It's always a hassle to define our 2D Geometry library during a contest. Is there a way to make our computational geometry lives easier in any way? Fortunately for us, there is, at least in C++, using complex numbers.

Complex numbers are of the form a + bi, where a is the real part and b imaginary. Thus, we can let a be the x-coordinate and b be the y-coordinate. Whelp, complex numbers can be represented as 2D vectors! Therefore, we can use complex numbers to define a point instead of defining the class ourselves. You can look at std::complex reference here.

Defining our point class

We can define our point class by typing typedef complex<double> point; at the start of our program. To access our x- and y-coordinates, we can macro the real() and imag() functions by using #define. Of course, don't forget to #include <complex> before anything.

#include <iostream>
#include <complex>
using namespace std;

// define x, y as real(), imag()
typedef complex<double> point;
#define x real()
#define y imag()

// sample program
int main() {
	point a = 2;
	point b(3, 7);
	cout << a << ' ' << b << endl; // (2, 0) (3, 7)
	cout << a + b << endl;         // (5, 7)
}

Oh goodie! We can use std:cout for debugging! We can also add points as vectors without having to define operator+. Nifty. And apparently, we can overall add points, subtract points, do scalar multiplication without defining any operator. Very nifty indeed.

Example

point a(3, 2), b(2, -7);

// vector addition and subtraction
cout << a + b << endl;   // (5,-5)
cout << a - b << endl;   // (1,9)

// scalar multiplication
cout << 3.0 * a << endl; // (9,6)
cout << a / 5.0 << endl; // (0.6,0.4)

Functions using std::complex

What else can we do with complex numbers? Well, there's a lot that is really easy to code.

1. Vector addition: a + b

2. Scalar multiplication: r * a

3. Dot product: (conj(a) * b).x

4. Cross product: (conj(a) * b).y
   
   notice: conj(a) * b = (ax*bx + ay*by) + i (ax*by — ay*bx)
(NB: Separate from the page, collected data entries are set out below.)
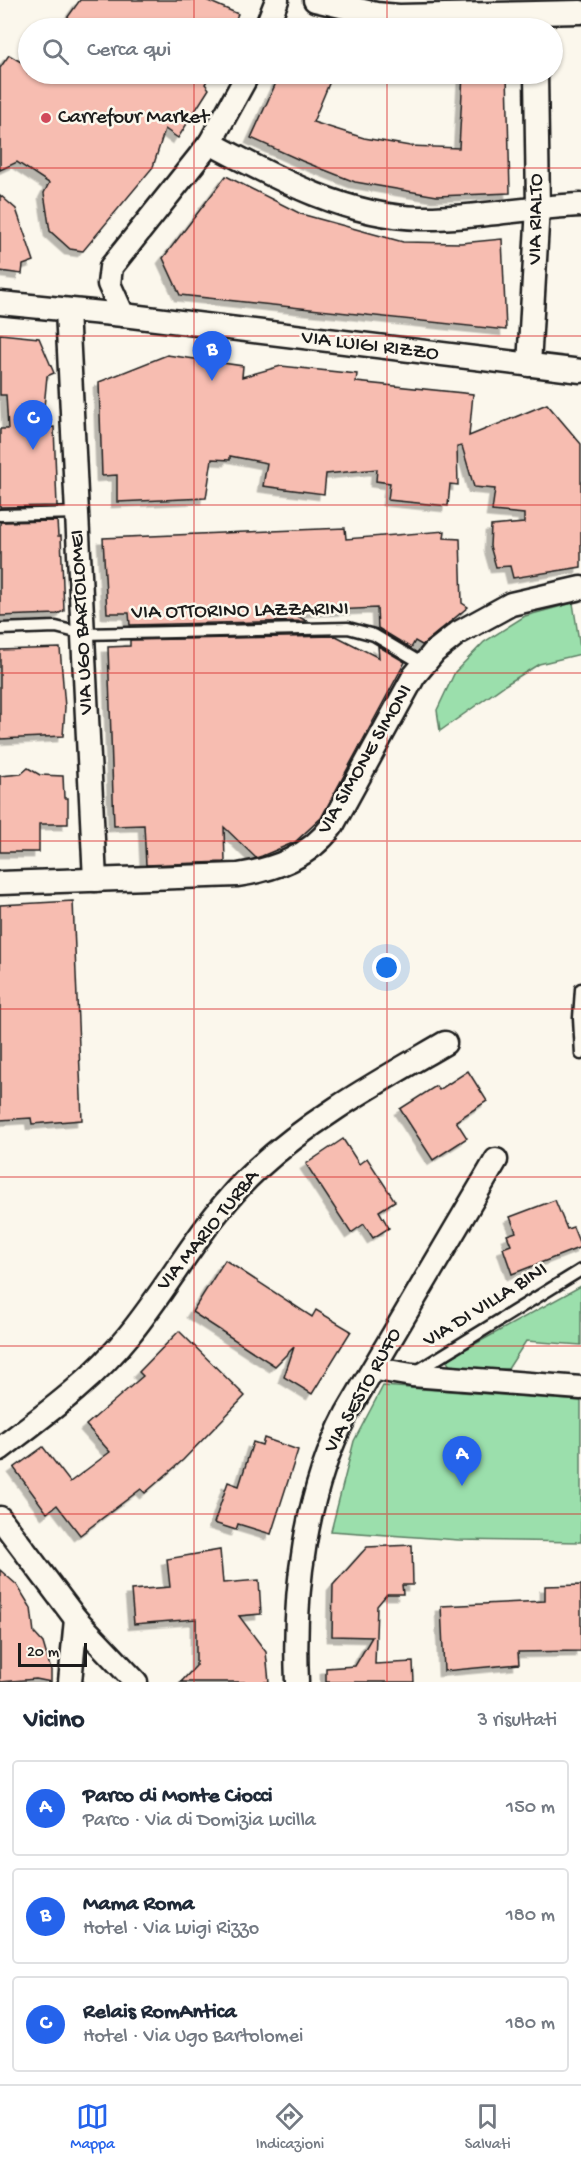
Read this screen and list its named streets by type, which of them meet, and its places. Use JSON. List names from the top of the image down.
{
  "streets": {
    "street": [
      "VIA RIALTO",
      "VIA LUIGI RIZZO",
      "VIA UGO BARTOLOMEI",
      "VIA SIMONE SIMONI",
      "VIA MARIO TURBA",
      "VIA SESTO RUFO"
    ],
    "lane": ["VIA OTTORINO LAZZARINI", "VIA DI VILLA BINI"]
  },
  "crossings": [
    ["VIA RIALTO", "VIA LUIGI RIZZO"],
    ["VIA LUIGI RIZZO", "VIA UGO BARTOLOMEI"],
    ["VIA OTTORINO LAZZARINI", "VIA UGO BARTOLOMEI"],
    ["VIA OTTORINO LAZZARINI", "VIA SIMONE SIMONI"],
    ["VIA UGO BARTOLOMEI", "VIA SIMONE SIMONI"]
  ],
  "places": ["Carrefour Market"],
  "scale_bar": "20 m",
  "page": {
    "search": "Cerca qui",
    "pins": ["B", "C", "A"],
    "scale": "20 m",
    "heading": ["Vicino", "3 risultati"],
    "list": [
      {
        "mark": "A",
        "name": "Parco di Monte Ciocci",
        "note": "Parco · Via di Domizia Lucilla",
        "value": "150 m"
      },
      {
        "mark": "B",
        "name": "Mama Roma",
        "note": "Hotel · Via Luigi Rizzo",
        "value": "180 m"
      },
      {
        "mark": "C",
        "name": "Relais RomAntica",
        "note": "Hotel · Via Ugo Bartolomei",
        "value": "180 m"
      }
    ],
    "nav": ["Mappa", "Indicazioni", "Salvati"]
  }
}
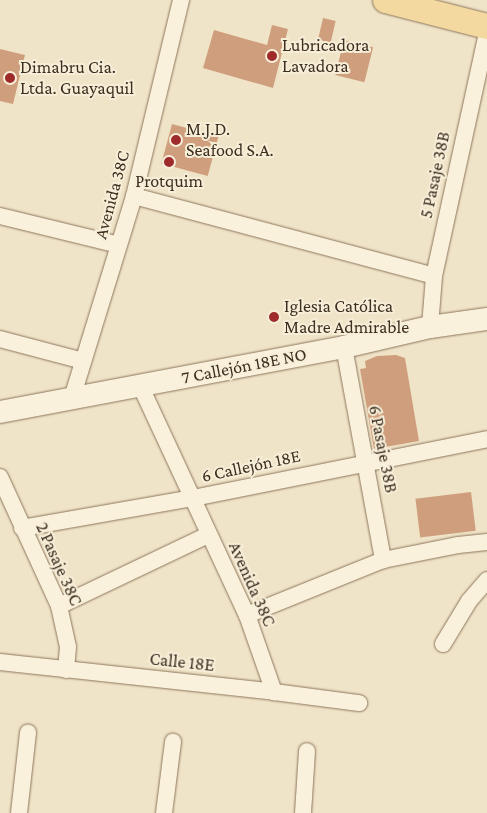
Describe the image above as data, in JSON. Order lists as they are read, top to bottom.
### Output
{
  "streets": {
    "street": [
      "5 Pasaje 38B",
      "Avenida 38C",
      "7 Callejón 18E NO",
      "6 Pasaje 38B",
      "6 Callejón 18E",
      "2 Pasaje 38C",
      "Calle 18E"
    ]
  },
  "crossings": [
    ["5 Pasaje 38B", "7 Callejón 18E NO"],
    ["Avenida 38C", "7 Callejón 18E NO"],
    ["Avenida 38C", "6 Callejón 18E"],
    ["Avenida 38C", "Calle 18E"],
    ["7 Callejón 18E NO", "6 Pasaje 38B"],
    ["6 Pasaje 38B", "6 Callejón 18E"],
    ["6 Callejón 18E", "2 Pasaje 38C"],
    ["2 Pasaje 38C", "Calle 18E"]
  ],
  "places": [
    "Lubricadora Lavadora",
    "Dimabru Cia. Ltda. Guayaquil",
    "M.J.D. Seafood S.A.",
    "Protquim",
    "Iglesia Católica Madre Admirable"
  ]
}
5. Squared distance: norm(a - b)

6. Euclidean distance: abs(a - b)

7. Angle of elevation: arg(b - a)

8. Slope of line (a, b): tan(arg(b - a))

9. Polar to cartesian: polar(r, theta)

10. Cartesian to polar: point(abs(p), arg(p))

11. Rotation about the origin: a * polar(1.0, theta)

12. Rotation about pivot p: (a-p) * polar(1.0, theta) + p
    
    UPD: added more useful functions

13. Angle ABC: abs(remainder(arg(a-b) - arg(c-b), 2.0 * M_PI))
    
    remainder normalizes the angle to be between [-PI, PI]. Thus, we can get the positive non-reflex angle by taking its abs value.

14. Project p onto vector v: v * dot(p, v) / norm(v);

15. Project p onto line (a, b): a + (b - a) * dot(p - a, b - a) / norm(b - a)

16. Reflect p across line (a, b): a + conj((p - a) / (b - a)) * (b - a)

17. Intersection of line (a, b) and (p, q):

point intersection(point a, point b, point p, point q) {
  double c1 = cross(p - a, b - a), c2 = cross(q - a, b - a);
  return (c1 * q - c2 * p) / (c1 - c2); // undefined if parallel
}

Drawbacks

Using std::complex is very advantageous, but it has one disadvantage: you can't use std::cin or scanf. Also, if we macro x and y, we can't use them as variables. But that's rather minor, don't you think?

EDIT: Credits to Zlobober for pointing out that std::complex has issues with integral data types. The library will work for simple arithmetic like vector addition and such, but not for polar or abs. It will compile but there will be some errors in correctness! The tip then is to rely on the library only if you're using floating point data all throughout.